• [WORK TASK]: Print the listing below exactly as written.

BEGIN DATA IN THIS EXERCISE

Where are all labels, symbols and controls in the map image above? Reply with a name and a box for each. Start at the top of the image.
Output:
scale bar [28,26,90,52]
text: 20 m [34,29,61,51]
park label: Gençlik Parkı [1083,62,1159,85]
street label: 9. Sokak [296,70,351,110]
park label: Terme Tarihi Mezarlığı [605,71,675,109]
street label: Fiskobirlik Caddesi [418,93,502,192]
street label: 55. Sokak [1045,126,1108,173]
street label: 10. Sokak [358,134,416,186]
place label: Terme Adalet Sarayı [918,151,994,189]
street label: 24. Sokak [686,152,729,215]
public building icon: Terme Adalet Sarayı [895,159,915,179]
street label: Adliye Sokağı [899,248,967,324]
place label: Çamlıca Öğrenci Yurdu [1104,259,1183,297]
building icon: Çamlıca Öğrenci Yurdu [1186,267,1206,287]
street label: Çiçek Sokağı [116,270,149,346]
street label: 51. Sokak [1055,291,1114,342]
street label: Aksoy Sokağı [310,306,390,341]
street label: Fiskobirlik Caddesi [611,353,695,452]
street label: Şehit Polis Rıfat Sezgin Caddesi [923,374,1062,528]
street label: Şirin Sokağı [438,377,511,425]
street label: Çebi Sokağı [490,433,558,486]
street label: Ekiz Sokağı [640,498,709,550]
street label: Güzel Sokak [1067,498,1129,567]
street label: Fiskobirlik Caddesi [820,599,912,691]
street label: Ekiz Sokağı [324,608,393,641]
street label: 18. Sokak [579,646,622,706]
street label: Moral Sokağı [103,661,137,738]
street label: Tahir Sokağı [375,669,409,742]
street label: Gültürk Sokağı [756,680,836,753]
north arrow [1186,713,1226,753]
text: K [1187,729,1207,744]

END DATA IN THIS EXERCISE

• [YOUR RESPONSE]:
Where are all labels, symbols and controls in the map image above? Reply with a name and a box for each. Start at the top of the image.
Output:
scale bar [28,26,90,52]
text: 20 m [34,29,61,51]
park label: Gençlik Parkı [1083,62,1159,85]
street label: 9. Sokak [296,70,351,110]
park label: Terme Tarihi Mezarlığı [605,71,675,109]
street label: Fiskobirlik Caddesi [418,93,502,192]
street label: 55. Sokak [1045,126,1108,173]
street label: 10. Sokak [358,134,416,186]
place label: Terme Adalet Sarayı [918,151,994,189]
street label: 24. Sokak [686,152,729,215]
public building icon: Terme Adalet Sarayı [895,159,915,179]
street label: Adliye Sokağı [899,248,967,324]
place label: Çamlıca Öğrenci Yurdu [1104,259,1183,297]
building icon: Çamlıca Öğrenci Yurdu [1186,267,1206,287]
street label: Çiçek Sokağı [116,270,149,346]
street label: 51. Sokak [1055,291,1114,342]
street label: Aksoy Sokağı [310,306,390,341]
street label: Fiskobirlik Caddesi [611,353,695,452]
street label: Şehit Polis Rıfat Sezgin Caddesi [923,374,1062,528]
street label: Şirin Sokağı [438,377,511,425]
street label: Çebi Sokağı [490,433,558,486]
street label: Ekiz Sokağı [640,498,709,550]
street label: Güzel Sokak [1067,498,1129,567]
street label: Fiskobirlik Caddesi [820,599,912,691]
street label: Ekiz Sokağı [324,608,393,641]
street label: 18. Sokak [579,646,622,706]
street label: Moral Sokağı [103,661,137,738]
street label: Tahir Sokağı [375,669,409,742]
street label: Gültürk Sokağı [756,680,836,753]
north arrow [1186,713,1226,753]
text: K [1187,729,1207,744]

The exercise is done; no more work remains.